Thursday, May 31, 2012

Rhodes

This morning's excursion to Rhodes has been one of the better experiences of the cruise (and a considerable improvement over the Knossos fiasco). Our guide Maria (tour guides vary with the locale) took us on a bus trip around the Graeco-Roman acropolis (photo-ops but no chance to get out and walk the site), then led us on a brisk walk from the reconstructed Grand Master's Headquarters in the Fortress of the Knights of St. John down the Street of the Knights to the Hospital, now the Archaeological Museum of Rhodes. The headquarters, destroyed by an explosion under the Ottoman Turks and rebuilt by the occupying Italians as a residence for the then king Victor Emmanuel III under Mussolini, features colorful late antique mosaics in an excellent state of preservation from houses and basilicas on Cos. The museum, though, was the real gem. It contains some splendid ancient sculpture, and I was excited to see the very different iconography of late antique local funerary steles, which represent individuals and families in full-body frontal position.

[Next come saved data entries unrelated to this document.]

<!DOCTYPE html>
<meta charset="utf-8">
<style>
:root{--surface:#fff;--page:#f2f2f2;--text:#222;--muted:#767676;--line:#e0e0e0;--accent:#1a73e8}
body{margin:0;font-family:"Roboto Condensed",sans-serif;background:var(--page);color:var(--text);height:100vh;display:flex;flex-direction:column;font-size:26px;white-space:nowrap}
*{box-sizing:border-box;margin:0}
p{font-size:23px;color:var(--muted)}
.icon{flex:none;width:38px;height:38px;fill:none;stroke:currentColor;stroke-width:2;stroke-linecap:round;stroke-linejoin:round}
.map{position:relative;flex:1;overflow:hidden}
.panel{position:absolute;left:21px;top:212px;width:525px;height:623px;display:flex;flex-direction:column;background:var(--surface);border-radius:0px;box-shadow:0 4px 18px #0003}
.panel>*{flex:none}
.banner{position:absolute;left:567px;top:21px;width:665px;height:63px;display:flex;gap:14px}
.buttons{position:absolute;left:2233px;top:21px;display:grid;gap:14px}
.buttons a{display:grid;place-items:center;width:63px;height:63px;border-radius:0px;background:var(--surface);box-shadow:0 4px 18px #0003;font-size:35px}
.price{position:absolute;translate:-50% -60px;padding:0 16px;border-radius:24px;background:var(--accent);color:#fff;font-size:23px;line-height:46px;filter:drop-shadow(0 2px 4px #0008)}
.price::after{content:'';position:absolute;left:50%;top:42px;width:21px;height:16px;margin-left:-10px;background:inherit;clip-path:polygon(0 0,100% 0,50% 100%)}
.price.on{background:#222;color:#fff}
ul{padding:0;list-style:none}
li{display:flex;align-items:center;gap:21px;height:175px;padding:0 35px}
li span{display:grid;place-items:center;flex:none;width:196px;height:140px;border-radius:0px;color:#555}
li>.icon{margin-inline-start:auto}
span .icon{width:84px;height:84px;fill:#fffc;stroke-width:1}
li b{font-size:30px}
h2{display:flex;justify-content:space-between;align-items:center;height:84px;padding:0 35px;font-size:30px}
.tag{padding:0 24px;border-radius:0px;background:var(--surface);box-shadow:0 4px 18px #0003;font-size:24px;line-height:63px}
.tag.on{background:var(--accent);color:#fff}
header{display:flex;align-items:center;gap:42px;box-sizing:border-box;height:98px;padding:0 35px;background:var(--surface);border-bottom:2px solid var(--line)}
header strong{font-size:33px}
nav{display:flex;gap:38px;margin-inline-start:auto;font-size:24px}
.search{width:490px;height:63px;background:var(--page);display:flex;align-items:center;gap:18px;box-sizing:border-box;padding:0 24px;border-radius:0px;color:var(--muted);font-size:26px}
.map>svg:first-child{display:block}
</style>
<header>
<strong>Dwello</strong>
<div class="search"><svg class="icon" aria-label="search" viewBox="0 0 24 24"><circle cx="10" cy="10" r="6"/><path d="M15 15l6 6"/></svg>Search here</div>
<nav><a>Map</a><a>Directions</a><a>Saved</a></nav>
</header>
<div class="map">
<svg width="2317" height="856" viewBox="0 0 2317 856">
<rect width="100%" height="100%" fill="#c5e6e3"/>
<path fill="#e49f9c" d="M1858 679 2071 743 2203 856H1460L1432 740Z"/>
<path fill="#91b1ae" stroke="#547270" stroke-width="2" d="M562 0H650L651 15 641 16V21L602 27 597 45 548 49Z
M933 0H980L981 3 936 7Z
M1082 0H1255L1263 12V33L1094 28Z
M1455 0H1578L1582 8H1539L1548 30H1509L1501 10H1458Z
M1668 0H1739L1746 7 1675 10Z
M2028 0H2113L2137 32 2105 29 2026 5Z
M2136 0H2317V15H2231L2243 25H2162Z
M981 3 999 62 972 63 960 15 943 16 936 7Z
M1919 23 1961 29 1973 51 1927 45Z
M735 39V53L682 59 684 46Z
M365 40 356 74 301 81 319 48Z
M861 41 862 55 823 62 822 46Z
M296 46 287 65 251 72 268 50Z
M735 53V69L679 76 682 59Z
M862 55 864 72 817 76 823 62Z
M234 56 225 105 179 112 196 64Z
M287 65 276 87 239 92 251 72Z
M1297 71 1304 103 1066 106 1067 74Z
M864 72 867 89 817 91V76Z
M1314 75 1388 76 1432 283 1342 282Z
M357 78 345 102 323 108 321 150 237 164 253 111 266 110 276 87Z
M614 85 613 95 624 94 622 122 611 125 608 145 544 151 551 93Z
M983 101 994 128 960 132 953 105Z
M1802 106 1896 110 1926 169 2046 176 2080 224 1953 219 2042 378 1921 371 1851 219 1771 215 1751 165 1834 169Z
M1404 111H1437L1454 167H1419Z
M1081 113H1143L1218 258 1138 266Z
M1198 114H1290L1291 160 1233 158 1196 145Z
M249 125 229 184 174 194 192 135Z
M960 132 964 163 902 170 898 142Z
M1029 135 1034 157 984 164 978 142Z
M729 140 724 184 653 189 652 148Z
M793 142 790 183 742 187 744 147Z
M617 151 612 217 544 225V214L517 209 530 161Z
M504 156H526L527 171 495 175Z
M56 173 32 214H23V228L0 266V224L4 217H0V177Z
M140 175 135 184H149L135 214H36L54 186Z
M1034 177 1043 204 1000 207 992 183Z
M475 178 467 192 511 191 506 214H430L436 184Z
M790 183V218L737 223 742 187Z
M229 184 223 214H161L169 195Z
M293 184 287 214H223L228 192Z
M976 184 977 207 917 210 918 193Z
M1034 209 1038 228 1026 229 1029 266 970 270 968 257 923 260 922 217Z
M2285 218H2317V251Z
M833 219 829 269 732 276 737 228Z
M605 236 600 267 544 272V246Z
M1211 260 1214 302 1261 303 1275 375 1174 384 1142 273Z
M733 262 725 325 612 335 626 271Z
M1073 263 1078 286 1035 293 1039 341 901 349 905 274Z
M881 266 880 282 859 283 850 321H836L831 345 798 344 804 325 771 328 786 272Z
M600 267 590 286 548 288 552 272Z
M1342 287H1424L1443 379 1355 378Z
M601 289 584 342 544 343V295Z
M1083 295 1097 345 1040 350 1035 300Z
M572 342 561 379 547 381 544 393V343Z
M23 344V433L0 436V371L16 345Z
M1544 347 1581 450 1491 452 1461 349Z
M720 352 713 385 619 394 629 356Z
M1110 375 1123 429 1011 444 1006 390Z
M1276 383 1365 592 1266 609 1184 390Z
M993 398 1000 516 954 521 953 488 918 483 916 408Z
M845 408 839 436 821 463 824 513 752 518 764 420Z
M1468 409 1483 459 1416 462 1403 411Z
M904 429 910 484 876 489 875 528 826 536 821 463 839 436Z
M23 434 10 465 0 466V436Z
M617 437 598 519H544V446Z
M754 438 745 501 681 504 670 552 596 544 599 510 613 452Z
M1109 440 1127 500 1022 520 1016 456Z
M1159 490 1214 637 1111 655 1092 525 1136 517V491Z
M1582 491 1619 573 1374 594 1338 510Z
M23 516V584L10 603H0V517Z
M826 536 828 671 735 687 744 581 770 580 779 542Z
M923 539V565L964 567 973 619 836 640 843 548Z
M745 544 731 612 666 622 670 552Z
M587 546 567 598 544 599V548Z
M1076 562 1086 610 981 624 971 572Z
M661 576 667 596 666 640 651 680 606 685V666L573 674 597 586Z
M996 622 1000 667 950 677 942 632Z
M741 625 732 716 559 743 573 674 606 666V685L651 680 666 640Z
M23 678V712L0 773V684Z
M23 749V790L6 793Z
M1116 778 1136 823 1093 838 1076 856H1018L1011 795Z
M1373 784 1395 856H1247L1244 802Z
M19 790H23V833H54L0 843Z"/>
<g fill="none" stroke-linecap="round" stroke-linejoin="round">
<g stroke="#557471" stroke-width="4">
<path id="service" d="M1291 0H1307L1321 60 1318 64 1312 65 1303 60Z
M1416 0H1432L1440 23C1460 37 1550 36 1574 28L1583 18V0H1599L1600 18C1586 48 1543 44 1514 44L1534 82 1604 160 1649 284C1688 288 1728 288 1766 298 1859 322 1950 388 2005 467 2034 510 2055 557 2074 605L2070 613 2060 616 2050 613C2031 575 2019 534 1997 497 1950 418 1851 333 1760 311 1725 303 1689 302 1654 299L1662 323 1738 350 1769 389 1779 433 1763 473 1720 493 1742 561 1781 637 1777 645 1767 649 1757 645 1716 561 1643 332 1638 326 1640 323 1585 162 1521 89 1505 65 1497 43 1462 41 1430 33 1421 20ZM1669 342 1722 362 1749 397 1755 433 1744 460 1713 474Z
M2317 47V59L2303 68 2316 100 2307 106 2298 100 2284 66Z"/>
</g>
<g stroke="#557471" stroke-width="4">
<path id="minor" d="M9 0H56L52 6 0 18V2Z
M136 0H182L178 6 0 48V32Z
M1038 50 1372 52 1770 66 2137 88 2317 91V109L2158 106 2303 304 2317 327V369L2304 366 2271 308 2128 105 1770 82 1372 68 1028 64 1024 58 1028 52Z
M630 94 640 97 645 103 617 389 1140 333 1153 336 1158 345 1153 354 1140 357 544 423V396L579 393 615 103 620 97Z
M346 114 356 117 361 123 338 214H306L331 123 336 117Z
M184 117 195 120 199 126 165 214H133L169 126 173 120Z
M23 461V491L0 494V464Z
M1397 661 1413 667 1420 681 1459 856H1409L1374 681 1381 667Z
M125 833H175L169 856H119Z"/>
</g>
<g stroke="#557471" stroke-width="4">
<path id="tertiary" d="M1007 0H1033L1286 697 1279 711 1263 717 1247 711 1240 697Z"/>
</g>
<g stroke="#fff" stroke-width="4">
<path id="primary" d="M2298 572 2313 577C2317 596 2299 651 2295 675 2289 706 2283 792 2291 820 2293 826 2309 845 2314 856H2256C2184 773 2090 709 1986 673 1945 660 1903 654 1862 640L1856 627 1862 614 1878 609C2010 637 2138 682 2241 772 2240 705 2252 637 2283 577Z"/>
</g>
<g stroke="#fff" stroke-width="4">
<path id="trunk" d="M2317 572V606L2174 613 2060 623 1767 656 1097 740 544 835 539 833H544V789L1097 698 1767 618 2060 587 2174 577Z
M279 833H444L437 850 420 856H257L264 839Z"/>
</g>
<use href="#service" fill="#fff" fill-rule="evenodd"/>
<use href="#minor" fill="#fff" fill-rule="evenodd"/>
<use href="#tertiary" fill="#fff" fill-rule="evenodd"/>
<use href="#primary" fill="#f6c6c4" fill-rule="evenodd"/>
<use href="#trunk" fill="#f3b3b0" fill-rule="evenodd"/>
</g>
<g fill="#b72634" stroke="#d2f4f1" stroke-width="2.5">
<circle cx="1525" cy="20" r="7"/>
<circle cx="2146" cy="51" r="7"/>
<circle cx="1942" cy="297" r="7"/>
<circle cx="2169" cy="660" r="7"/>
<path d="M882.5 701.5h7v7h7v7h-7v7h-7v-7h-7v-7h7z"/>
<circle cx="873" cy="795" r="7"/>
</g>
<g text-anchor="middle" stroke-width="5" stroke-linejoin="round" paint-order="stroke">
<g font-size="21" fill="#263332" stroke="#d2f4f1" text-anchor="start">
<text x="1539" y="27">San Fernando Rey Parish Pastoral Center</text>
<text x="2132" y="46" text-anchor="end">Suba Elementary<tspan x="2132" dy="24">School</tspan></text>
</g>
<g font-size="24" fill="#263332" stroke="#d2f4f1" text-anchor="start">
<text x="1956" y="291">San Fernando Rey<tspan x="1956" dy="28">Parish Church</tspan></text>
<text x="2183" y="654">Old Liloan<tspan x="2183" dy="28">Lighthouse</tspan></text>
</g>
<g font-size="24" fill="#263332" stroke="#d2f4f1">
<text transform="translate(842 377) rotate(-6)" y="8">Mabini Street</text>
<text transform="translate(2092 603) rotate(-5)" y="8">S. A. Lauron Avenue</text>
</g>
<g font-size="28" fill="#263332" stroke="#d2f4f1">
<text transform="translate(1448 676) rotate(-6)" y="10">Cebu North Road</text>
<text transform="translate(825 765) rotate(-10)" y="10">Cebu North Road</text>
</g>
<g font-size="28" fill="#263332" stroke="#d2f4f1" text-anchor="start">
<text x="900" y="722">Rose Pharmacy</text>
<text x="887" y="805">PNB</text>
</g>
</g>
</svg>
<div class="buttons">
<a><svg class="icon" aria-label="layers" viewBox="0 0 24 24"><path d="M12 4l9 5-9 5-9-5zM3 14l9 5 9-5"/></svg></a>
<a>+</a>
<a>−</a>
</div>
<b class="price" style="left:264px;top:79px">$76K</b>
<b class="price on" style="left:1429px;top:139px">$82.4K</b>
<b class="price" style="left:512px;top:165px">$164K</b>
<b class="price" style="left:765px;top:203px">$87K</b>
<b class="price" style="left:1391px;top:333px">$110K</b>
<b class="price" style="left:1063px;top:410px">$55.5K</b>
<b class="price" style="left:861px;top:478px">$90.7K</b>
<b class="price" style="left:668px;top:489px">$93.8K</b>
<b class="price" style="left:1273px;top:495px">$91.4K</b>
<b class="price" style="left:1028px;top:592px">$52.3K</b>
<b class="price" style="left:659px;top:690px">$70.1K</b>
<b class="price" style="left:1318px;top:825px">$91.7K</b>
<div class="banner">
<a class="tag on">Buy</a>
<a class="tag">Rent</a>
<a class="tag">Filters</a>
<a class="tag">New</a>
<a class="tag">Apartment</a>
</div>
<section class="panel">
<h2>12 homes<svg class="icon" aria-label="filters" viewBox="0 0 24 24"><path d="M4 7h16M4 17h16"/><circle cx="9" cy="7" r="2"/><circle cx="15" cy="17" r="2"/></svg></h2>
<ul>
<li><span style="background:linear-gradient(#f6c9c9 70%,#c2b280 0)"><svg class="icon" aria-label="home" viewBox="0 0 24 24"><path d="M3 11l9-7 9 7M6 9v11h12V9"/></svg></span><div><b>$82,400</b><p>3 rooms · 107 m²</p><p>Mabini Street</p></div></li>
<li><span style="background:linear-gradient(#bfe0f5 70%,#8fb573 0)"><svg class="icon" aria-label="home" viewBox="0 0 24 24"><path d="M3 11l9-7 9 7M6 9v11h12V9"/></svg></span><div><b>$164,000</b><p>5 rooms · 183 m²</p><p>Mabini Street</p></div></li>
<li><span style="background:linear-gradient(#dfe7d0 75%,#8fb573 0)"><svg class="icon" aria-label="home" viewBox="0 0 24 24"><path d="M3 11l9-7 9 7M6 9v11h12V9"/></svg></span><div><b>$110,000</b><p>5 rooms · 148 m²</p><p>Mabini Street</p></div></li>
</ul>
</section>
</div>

Of course, the great treasure there is the stele of Krito and Timarista, certainly without any Athenian parallel, as far as I know. If I ever teach Women and Gender in Antiquity again, it would be nice to use the image below as the basis of a paper question. The afternoon and evening were also a treat. We found that coffee and tea were available all day on the observation deck, a comfortable place to sit and read. In the evening we heard Bill give a superb lecture on the siege of Rhodes by Demetrios son of Antigonos the One-Eyed in 305 BCE. Our ship was moored in the harbor where the battle actually took place, lending the lecture an immediacy that AIA lectures don't normally have. Afterward, the whole AIA tour group had dinner together in the Terrace Cafe. The food was excellent, wine flowed freely, and even the least communicative found shared interests. This was without doubt the best day of the entire cruise so far. If they were all like that, I would be going on one every year.